Effectivement. Pour cela, l’EIIF (ndlr : European Industrial Insulation Foundation) a développé le label Tipcheck. Il s’agit d’un outil informatique qui permet de calculer les déperditions d’une mauvaise isolation, mais aussi les retours sur investissement de potentiels travaux. Ce logiciel est complété par une équipe de professionnels indépendants qui se déplace chez les industriels pour réaliser des diagnostics énergétiques. Cela permet ensuite aux fabricants de proposer des travaux d’isolation adaptés aux besoins des industriels.
Quelles performances peuvent espérer les industriels en revoyant l’isolation de leurs sites de production ?
Je donnerais l’exemple d’un industriel du secteur de la chimie. Il disposait de 300 mètres carrés de toits non isolés, avec une température de fonctionnement de 150 degrés. Cette situation lui faisait perdre 500 000 euros par an alors qu’un chantier de seulement 100 000 euros suffisait à corriger la situation. Le retour sur investissement d’un tel chantier était donc de deux mois et demi. C’est spectaculaire. Quand vous arrivez à démontrer ce type de mécanisme, les industriels commencent rapidement à ouvrir les yeux. C’est une nouvelle approche de nos métiers. Lorsque nous faisons une proposition commerciale, nous garantissons désormais contractuellement un niveau de retour sur investissement.
Une fois le diagnostic énergétique réalisé, quelle est l’étape suivante pour l’industriel ?

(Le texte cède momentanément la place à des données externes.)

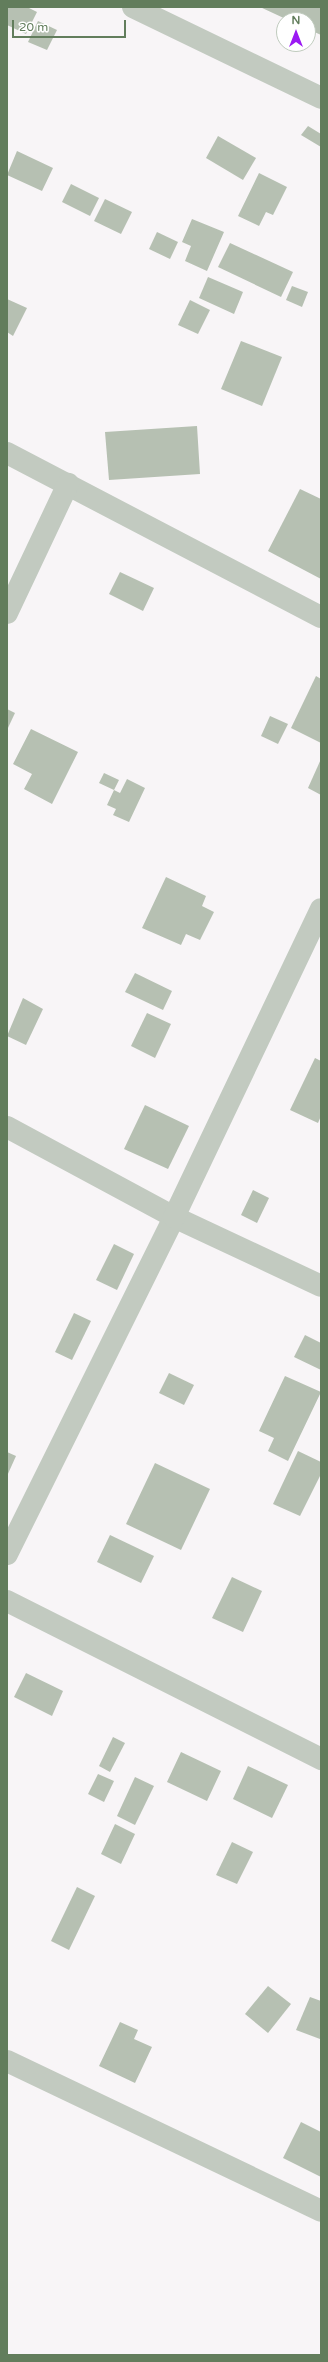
<!DOCTYPE html>
<html>
<head>
<meta charset="utf-8">
<style>
  body { margin:0 }
  #map { position:relative; width:328px; height:2362px; overflow:hidden; background:#f8f5f7; font-family:"Varela Round",sans-serif }
  div>[style] { position:absolute }
  .building>* { inset:0; background:#b6c0b2 }
  .minor>* { height:22px; margin:-11px; padding:0 11px; transform-origin:11px; border-radius:11px; background:#c2cac0 }
  span { translate:-50% -50%; white-space:nowrap; text-align:center; line-height:1.15; -webkit-text-stroke:4px #fff; paint-order:stroke }
  .frame { position:absolute; inset:0; border:8px solid #627d5c; pointer-events:none }
  .north { position:absolute; left:276px; top:12px; width:40px; height:40px; box-sizing:border-box; background:#fff; border:1px solid #c0cbbe; border-radius:50%; rotate:0deg; font-size:11px; font-weight:700; line-height:16px; text-align:center; color:#627d5c }
  .north::after { content:''; display:block; margin:auto; width:14px; height:18px; background:#9b1af3; clip-path:polygon(50% 0,100% 100%,50% 72%,0 100%) }
  .scale { position:absolute; left:12px; top:20px; width:114px; height:18px; box-sizing:border-box; border:2px solid #627d5c; border-top:0; padding-left:5px; font-size:12px; line-height:14px; white-space:nowrap; color:#627d5c; -webkit-text-stroke:3px #fff; paint-order:stroke }
</style>
</head>
<body>
<div id="map">
  <div class="building">
    <i style="clip-path:polygon(7px 7px,27px 7px,37px 12px,26px 34px,7px 25px)"></i>
    <i style="clip-path:polygon(260px 7px,321px 7px,321px 35px,308px 29px,308px 20px,288px 20px)"></i>
    <i style="clip-path:polygon(38px 21px,57px 30px,47px 50px,28px 42px)"></i>
    <i style="clip-path:polygon(308px 126px,321px 134px,321px 147px,301px 135px)"></i>
    <i style="clip-path:polygon(218px 136px,256px 158px,243px 180px,206px 158px)"></i>
    <i style="clip-path:polygon(17px 151px,53px 168px,42px 191px,7px 175px)"></i>
    <i style="clip-path:polygon(259px 173px,287px 187px,273px 215px,266px 212px,259px 226px,238px 216px)"></i>
    <i style="clip-path:polygon(71px 184px,99px 198px,90px 216px,62px 202px)"></i>
    <i style="clip-path:polygon(105px 199px,132px 212px,121px 234px,94px 221px)"></i>
    <i style="clip-path:polygon(192px 219px,224px 232px,207px 271px,185px 261px,191px 246px,182px 242px)"></i>
    <i style="clip-path:polygon(157px 232px,178px 242px,170px 259px,149px 249px)"></i>
    <i style="clip-path:polygon(230px 243px,293px 272px,281px 297px,218px 267px)"></i>
    <i style="clip-path:polygon(208px 277px,243px 292px,234px 314px,199px 298px)"></i>
    <i style="clip-path:polygon(292px 286px,308px 292px,302px 307px,286px 300px)"></i>
    <i style="clip-path:polygon(7px 299px,27px 308px,13px 336px,7px 332px)"></i>
    <i style="clip-path:polygon(190px 300px,210px 310px,198px 334px,178px 325px)"></i>
    <i style="clip-path:polygon(241px 341px,282px 357px,262px 406px,221px 389px)"></i>
    <i style="clip-path:polygon(197px 426px,200px 474px,109px 480px,105px 432px)"></i>
    <i style="clip-path:polygon(300px 489px,321px 499px,321px 579px,268px 551px)"></i>
    <i style="clip-path:polygon(120px 572px,154px 588px,143px 611px,109px 594px)"></i>
    <i style="clip-path:polygon(316px 676px,321px 679px,321px 743px,291px 728px)"></i>
    <i style="clip-path:polygon(7px 709px,15px 713px,7px 730px)"></i>
    <i style="clip-path:polygon(270px 716px,288px 724px,278px 744px,261px 736px)"></i>
    <i style="clip-path:polygon(31px 729px,78px 752px,52px 804px,24px 789px,32px 774px,13px 764px)"></i>
    <i style="clip-path:polygon(321px 759px,321px 795px,308px 788px)"></i>
    <i style="clip-path:polygon(104px 773px,119px 780px,114px 790px,120px 793px,127px 779px,145px 788px,129px 822px,113px 815px,116px 809px,107px 805px,114px 790px,99px 783px)"></i>
    <i style="clip-path:polygon(166px 877px,206px 896px,202px 906px,214px 912px,200px 940px,186px 934px,181px 945px,142px 928px)"></i>
    <i style="clip-path:polygon(135px 973px,172px 991px,163px 1010px,125px 992px)"></i>
    <i style="clip-path:polygon(23px 998px,43px 1009px,26px 1045px,7px 1036px)"></i>
    <i style="clip-path:polygon(147px 1013px,171px 1024px,155px 1058px,131px 1046px)"></i>
    <i style="clip-path:polygon(315px 1058px,321px 1061px,321px 1116px,318px 1123px,290px 1110px)"></i>
    <i style="clip-path:polygon(145px 1105px,189px 1126px,168px 1169px,124px 1149px)"></i>
    <i style="clip-path:polygon(253px 1190px,269px 1198px,257px 1223px,241px 1215px)"></i>
    <i style="clip-path:polygon(114px 1244px,134px 1254px,117px 1290px,96px 1280px)"></i>
    <i style="clip-path:polygon(74px 1313px,91px 1321px,72px 1360px,55px 1352px)"></i>
    <i style="clip-path:polygon(305px 1335px,321px 1343px,321px 1370px,294px 1357px)"></i>
    <i style="clip-path:polygon(169px 1373px,194px 1385px,184px 1405px,159px 1393px)"></i>
    <i style="clip-path:polygon(285px 1376px,321px 1392px,288px 1461px,268px 1451px,274px 1438px,259px 1431px)"></i>
    <i style="clip-path:polygon(298px 1451px,321px 1462px,321px 1474px,300px 1516px,273px 1504px)"></i>
    <i style="clip-path:polygon(7px 1452px,16px 1456px,7px 1476px)"></i>
    <i style="clip-path:polygon(155px 1463px,210px 1489px,181px 1550px,126px 1524px)"></i>
    <i style="clip-path:polygon(110px 1535px,154px 1556px,141px 1583px,97px 1562px)"></i>
    <i style="clip-path:polygon(232px 1577px,262px 1591px,243px 1632px,212px 1618px)"></i>
    <i style="clip-path:polygon(26px 1673px,63px 1691px,52px 1716px,14px 1697px)"></i>
    <i style="clip-path:polygon(113px 1737px,125px 1743px,110px 1772px,99px 1766px)"></i>
    <i style="clip-path:polygon(181px 1752px,221px 1771px,207px 1801px,167px 1782px)"></i>
    <i style="clip-path:polygon(248px 1766px,288px 1785px,272px 1818px,233px 1799px)"></i>
    <i style="clip-path:polygon(98px 1774px,114px 1781px,104px 1802px,88px 1794px)"></i>
    <i style="clip-path:polygon(135px 1777px,154px 1786px,135px 1825px,117px 1816px)"></i>
    <i style="clip-path:polygon(115px 1824px,135px 1834px,121px 1864px,101px 1854px)"></i>
    <i style="clip-path:polygon(232px 1842px,253px 1852px,237px 1884px,216px 1875px)"></i>
    <i style="clip-path:polygon(77px 1887px,95px 1896px,69px 1950px,51px 1941px)"></i>
    <i style="clip-path:polygon(268px 1986px,291px 2004px,268px 2033px,245px 2014px)"></i>
    <i style="clip-path:polygon(310px 1997px,321px 2001px,320px 2039px,296px 2030px)"></i>
    <i style="clip-path:polygon(120px 2022px,138px 2030px,134px 2039px,152px 2047px,135px 2083px,99px 2066px)"></i>
    <i style="clip-path:polygon(301px 2122px,321px 2132px,321px 2177px,283px 2158px)"></i>
  </div>
  <div class="minor">
    <i style="left:133px;top:7px;width:209px;rotate:25.8deg"></i>
    <i style="left:7px;top:453px;width:354px;rotate:27.6deg"></i>
    <i style="left:7px;top:613px;width:143px;rotate:-64.7deg"></i>
    <i style="left:7px;top:1127px;width:190px;rotate:28.3deg"></i>
    <i style="left:174px;top:1217px;width:162px;rotate:25.1deg"></i>
    <i style="left:7px;top:1554px;width:376px;rotate:-63.6deg"></i>
    <i style="left:174px;top:1217px;width:341px;rotate:-64.5deg"></i>
    <i style="left:7px;top:1601px;width:352px;rotate:26.7deg"></i>
    <i style="left:7px;top:2061px;width:348px;rotate:25.5deg"></i>
  </div>
  <div class="frame"></div>
  <div class="north">N</div>
  <div class="scale">20 m</div>
</div>
</body>
</html>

Par expérience, je dirais que l’audit va provoquer un remaniement complet du budget de l’exploitant. Si vous travaillez sur l’audit d’une raffinerie, il sera difficile d’engager l’intégralité des travaux d’économies d’énergie tout de suite. Après l’audit, il y a donc une phase importante de montage financier. L’industriel doit choisir ses priorités en ciblant les travaux à réaliser de façon plus ou moins urgente. Côté fabricant, nous allons essayer d’optimiser les dimensions d’isolation pour s’approcher de la meilleure performance énergétique possible. Les isolations réalisées il y a 10 ou 15 ans faisaient souvent abstraction du coût de l’énergie première. Pour les sites anciens, nous devons traiter des cas de mauvaise isolation mais aussi d’absence d’isolation. Ce sont des sites où les gains potentiels sont très importants.
La France est-elle en retard sur cette thématique de l’isolation industrielle ?
En Europe, les pays nordiques sont les plus avancés. Mais on trouve également des exemples probants en Allemagne, en Italie et en France. Dans l’Hexagone, le Syndicat National de l’isolation mène un gros travail sur ces sujets. Les secteurs les plus en pointe sont la raffinerie et la pétrochimie. Etant donné qu’il y a actuellement peu d’investissement dans le neuf au niveau de l’industrie française, notre pays a intérêt à se focaliser sur le sujet des économies d’énergie. Mais les choses vont dans le bon sens, l’état d’esprit est en train de changer dans le monde de l’industrie.
Quels sont les freins à cette transition ?
Aujourd’hui, cela fait partie de notre métier de convaincre les industriels de réaliser un audit énergétique de leurs installations. Nous sommes confrontés à l’organisation de certains industriels qui séparent d’un côté le service maintenance et de l’autre le service environnement-énergie. Ces différents interlocuteurs ne partagent pas toujours les mêmes préoccupations et les mêmes budgets. Au niveau européen, une étude d’Ecofys a démontré que 3,5 milliards d’euros seraient perdus chaque année dans l’industrie en raison d’une mauvaise isolation. Pour améliorer cette performance, il faudrait investir seulement 900 millions d’euros. C’est ce discours qu’il faut porter désormais.